Walter Tevis, de cuya muerte se cumplieron hace unos meses los cuarenta años, fue un escritor de San Francisco, profesor de Literatura inglesa y Escritura creativa en la Universidad, con una obra breve pero significativa y de importante repercusión, sobre todo porque cuatro de sus seis novelas han sido trasladadas al medio audiovisual con un extraordinario éxito de público y crítica.

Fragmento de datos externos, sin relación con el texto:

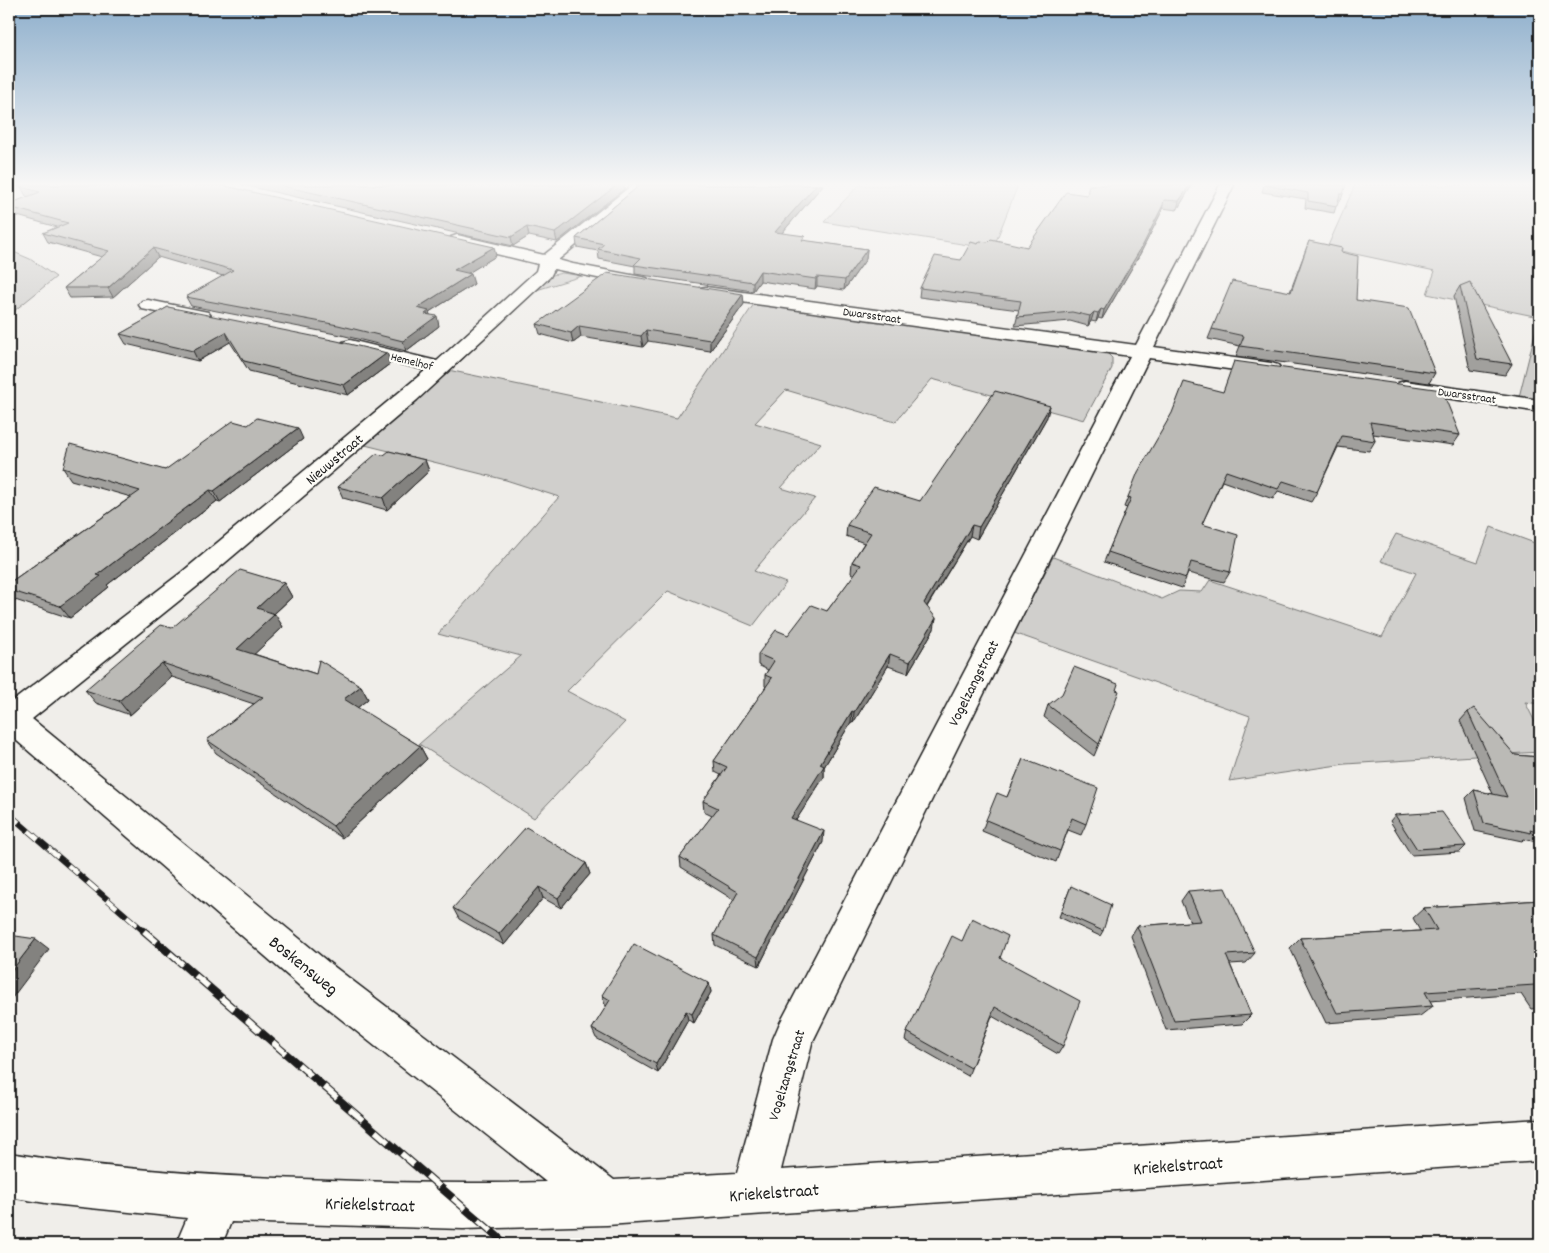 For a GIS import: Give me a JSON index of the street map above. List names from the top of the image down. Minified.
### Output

Las referidas El buscavidas, de 1959 y El color del dinero, de 1984, de las que me ocupo esta tarde, con la excusa (innecesaria, pues ambas son magníficas por sí mismas) de la presencia en ellas de Paul Newman; El hombre que cayó a la tierra, de 1963, una extraña obra de ciencia ficción (que junto con el billar -que hoy centrará nuestro espacio- eran, al parecer, las dos grandes pasiones del escritor), que en su adaptación cinematográfica, dirigida en 1976 por Nicholas Roeg, protagonizó un doblemente alienígena David Bowie; y la de mayor actualidad en estos últimos años, Gambito de dama, publicada en 1983 y convertida en serie en 2020. Las tres películas pueden verse en Filmin y la serie en Netflix. La obra de Tevis, de recepción algo caótica en nuestro país, con ediciones en distintos sellos (El buscavidas y El color del dinero en la extinta editorial Alamut, El hombre que cayó a la tierra y Gambito de dama en Alfaguara, entre otras), ha sido acogida recientemente en el seno de Impedimenta, que ha presentado las otras dos novelas de Tevis, Sinsonte y Las huellas del sol, ha recuperado en una nueva traducción de Juan Trejo la casi inencontrable El buscavidas, y promete publicar este año sus relatos cortos.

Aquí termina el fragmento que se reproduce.